By Eric Griffith
July 23, 2002
FatPort’s network of hotspots in western Canada will soon be part of the iPass Global Broadband Roaming service. Once they pass the test.
FatPort Corporation is the latest hotspot provider to join the iPass Global Broadband Roaming (GBR) service.
iPass, headquartered in Redwood Shores, CA, will make sure all of FatPort’s hotspots are ready for enterprise usage by making them work with Virtual Private Networks (VPNs) and other security systems for authentication and policy management.
FatPort provides high-speed wireless Internet access in western Canada, mostly near its headquarters in Vancouver, British Columbia, but is quickly expanding. FatPort’s “FatZone” hotspots will total 16 points in Vancouver by the end of this week, plus one at the Whistler Ski Resort north of the city, with more hotspots to come in Calgary and elsewhere soon.

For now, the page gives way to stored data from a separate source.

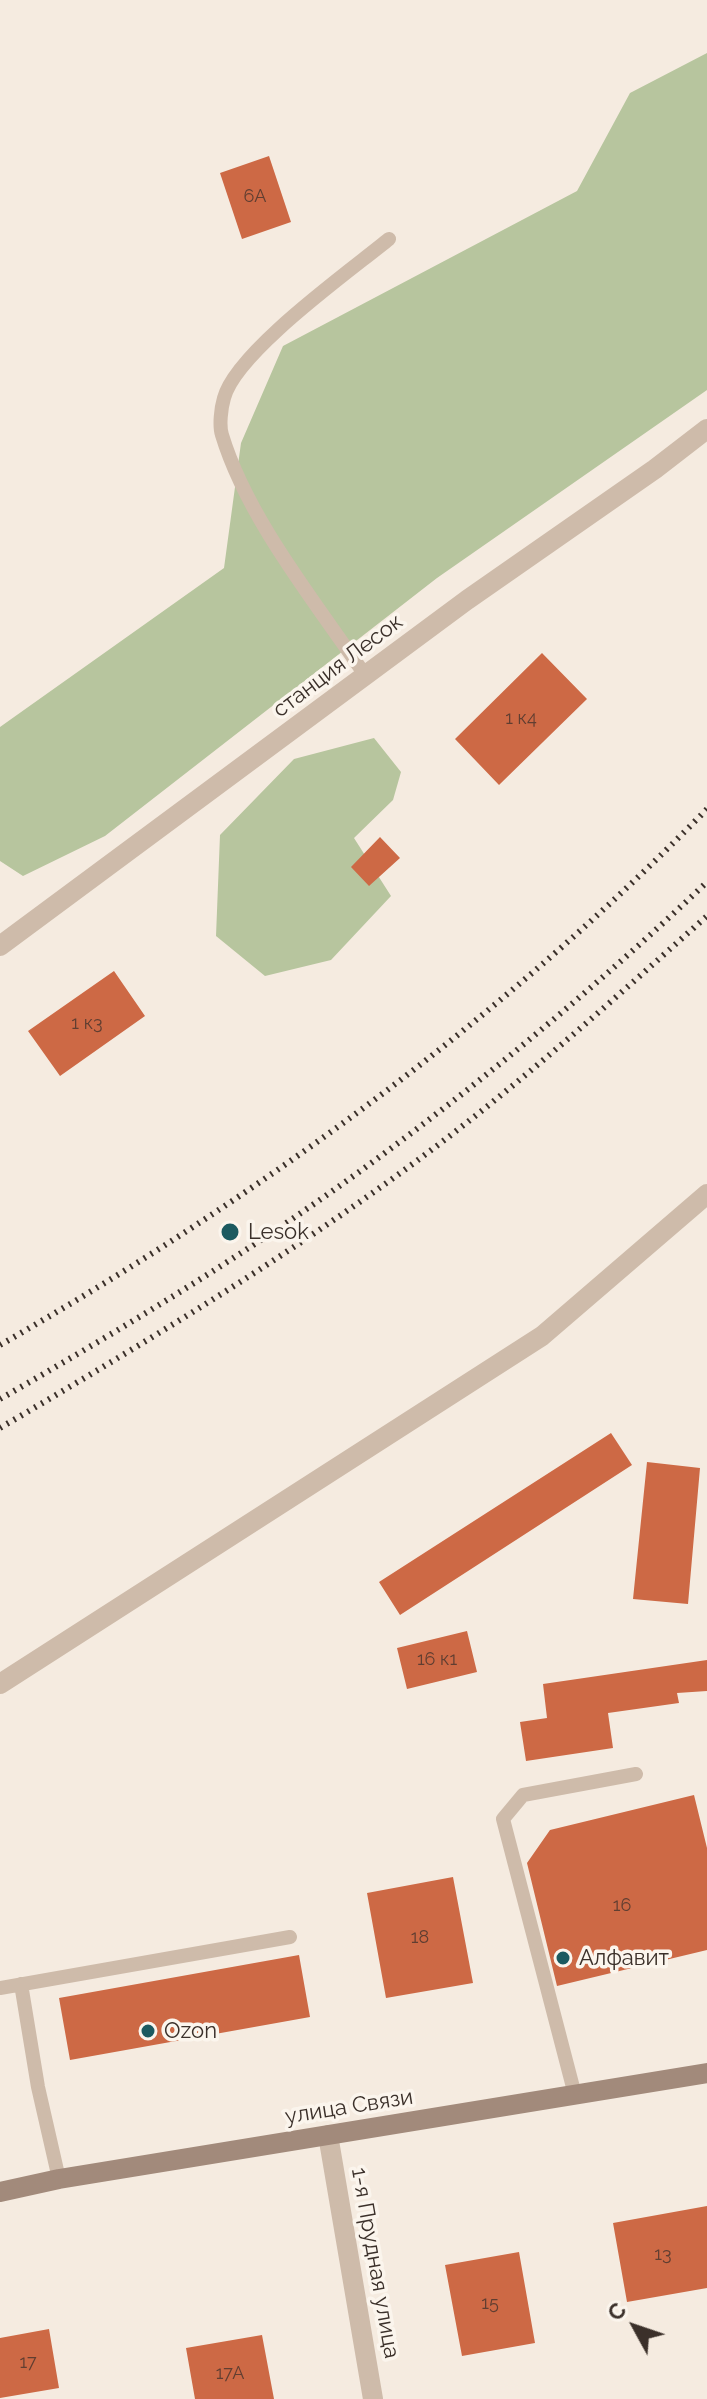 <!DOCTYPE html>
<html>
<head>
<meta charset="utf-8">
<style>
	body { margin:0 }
	#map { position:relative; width:707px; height:2399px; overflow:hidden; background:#f5ebe0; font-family:Raleway,sans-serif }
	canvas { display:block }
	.north { position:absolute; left:595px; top:2287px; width:80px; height:80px; -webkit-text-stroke:6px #fbf5ed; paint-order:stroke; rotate:310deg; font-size:22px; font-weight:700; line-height:32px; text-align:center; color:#3b302a }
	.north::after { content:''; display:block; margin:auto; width:28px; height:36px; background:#3b302a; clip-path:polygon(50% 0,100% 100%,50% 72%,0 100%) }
</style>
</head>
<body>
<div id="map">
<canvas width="707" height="2399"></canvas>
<div class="north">С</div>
</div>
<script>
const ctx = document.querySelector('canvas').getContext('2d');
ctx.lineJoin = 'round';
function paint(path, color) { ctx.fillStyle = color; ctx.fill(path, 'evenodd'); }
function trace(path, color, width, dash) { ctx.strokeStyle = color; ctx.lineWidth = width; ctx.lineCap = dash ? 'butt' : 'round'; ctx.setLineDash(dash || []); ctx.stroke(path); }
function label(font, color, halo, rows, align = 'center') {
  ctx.font = font + ' Raleway,sans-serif'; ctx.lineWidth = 7; ctx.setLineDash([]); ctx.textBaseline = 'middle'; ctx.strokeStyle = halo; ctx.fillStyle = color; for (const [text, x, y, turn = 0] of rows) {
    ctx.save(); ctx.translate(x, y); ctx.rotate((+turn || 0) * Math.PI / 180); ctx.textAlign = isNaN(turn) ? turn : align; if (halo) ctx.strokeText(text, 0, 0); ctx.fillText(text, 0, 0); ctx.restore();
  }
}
const green = new Path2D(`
	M707,53v337l-270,188 -332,258 -82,40 -23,-15v-134l224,-159 17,-125 42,-97 294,-155 53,-98z
	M374,738l27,34 -8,28 -39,38 37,58 -60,64 -66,16 -49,-40 4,-101 74,-76z`);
const building = new Path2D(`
	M269,156l22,66 -49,17 -22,-66z
	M542,653l45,46 -88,86 -44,-46z
	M380,837l20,21 -31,28 -18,-19z
	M114,971l31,45 -85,60 -32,-45z
	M611,1433l21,32 -232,150 -21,-33z
	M647,1462l53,6 -12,136 -55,-5z
	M467,1631l10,41 -70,17 -10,-41z
	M707,1660v31l-30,2 2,10 -71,10 5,35 -87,13 -6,-39 27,-4 -4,-34z
	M694,1795l13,53v102l-150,36 -30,-123 23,-33z
	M453,1877l20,106 -87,15 -19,-105z
	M299,1955l11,62 -240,43 -11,-62z
	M707,2206v82l-80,14 -14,-79z
	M519,2252l16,91 -73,13 -17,-91z
	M49,2329l10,59 -59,10v-60z
	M262,2335l12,64h-79l-9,-51z`);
const lane = new Path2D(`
	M365,675c-49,-72 -118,-157 -143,-240 -3,-9 -1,-27 2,-37 12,-46 126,-127 165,-159
	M21,1984l17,103 21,92
	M0,1988l290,-51
	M575,2095l-72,-276 20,-24 113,-21`);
const street = new Path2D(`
	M0,946l467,-346 188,-131 52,-40
	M0,1684l542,-348 165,-142
	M328,2135l45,264`);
const secondary = new Path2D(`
	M0,2192l59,-13 648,-106`);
const rail = new Path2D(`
	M0,1345c257,-147 500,-324 707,-536
	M0,1399c129,-74 258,-152 378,-241 115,-85 226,-178 329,-276
	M0,1428c131,-77 261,-155 385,-244 114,-81 218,-175 322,-268`);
const markers = [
	[230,1232,10,"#1c5a60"],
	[563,1958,8,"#1c5a60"],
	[148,2031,8,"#1c5a60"]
];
const numberNames = [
	["6А",255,197],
	["1 к4",521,719],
	["1 к3",87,1024],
	["16 к1",437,1660],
	["16",622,1906],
	["18",420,1938],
	["13",663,2255],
	["15",490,2304],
	["17",28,2363],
	["17А",230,2374]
];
const streetNames = [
	["станция Лесок",338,666,-37],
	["улица Связи",349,2107,-9],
	["1-я Прудная улица",375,2263,80]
];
const poiNames = [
	["Lesok",248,1232],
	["Алфавит",579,1958],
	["Ozon",164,2031]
];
paint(green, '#b7c59e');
paint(building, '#cd6945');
trace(lane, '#cebbaa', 14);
trace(street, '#cebbaa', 20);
trace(secondary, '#a28a7b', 20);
trace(rail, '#3b302a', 6, [2, 6]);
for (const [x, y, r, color] of markers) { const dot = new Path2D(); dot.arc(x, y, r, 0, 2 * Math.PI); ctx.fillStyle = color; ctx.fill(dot); trace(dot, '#fbf5ed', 3); }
label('18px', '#603e31', null, numberNames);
label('22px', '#3b302a', '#fbf5ed', streetNames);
label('22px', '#3b302a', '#fbf5ed', poiNames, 'left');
</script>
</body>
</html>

According to FatPort’s CEO Sean O’Mahony, “Our focus is all Western Canada; our initial launch just covered our home base.”
iPass currently has over 400 hotspot locations worldwide, including many in major airports, plus it provides GBR service to over 100,000 wireline connections in several hotels.
FatPort’s current “FatZones” will not be added to the iPass “phonebook” instantly, however.
According to John Sidline, Corporate Communications Advisor at iPass, before they can become part of the GBR network, “all these new spots have to go through testing to work with VPNs and personal firewalls and other enterprise mandated systems.”
Both iPass and FatPort are members of the Pass-One alliance of businesses hoping to establish a global wireless roaming standard. iPass recently announced the free release of its “generic interface specification” (GIS) that will work with “smart” clients to log users into the Internet via any wireless connection. iPass hopes its efforts to promote GIS will make it a de facto WLAN roaming standard. Sidline says many major companies are already building GIS into their hardware.
“We had 50 companies, both hardware and network providers, downloading the GIS specification in the first day it was available,” says Sidline. “That hopefully will aid in the adoption.” Vendors who architect products using GIS will pass the tests from iPass without problem, he says.
FatPort just announced sales of FatPoint wireless gateway deployment products to help push hotspot adoption in Canada and the United States. The FatPoint line will soon come equipped with iPass software, ready to support GIS, according to O’Mahony.
Once testing is complete on the FatPort hotspots, iPass will integrate them into GBR via its iPassConnect mobile access client. Regarding the client, Sidline says, “We’ll activate GIS in the next release of our client, and that will bring online a whole new mess of hotspots.”
Eric Griffith is the managing editor of 802.11 Planet.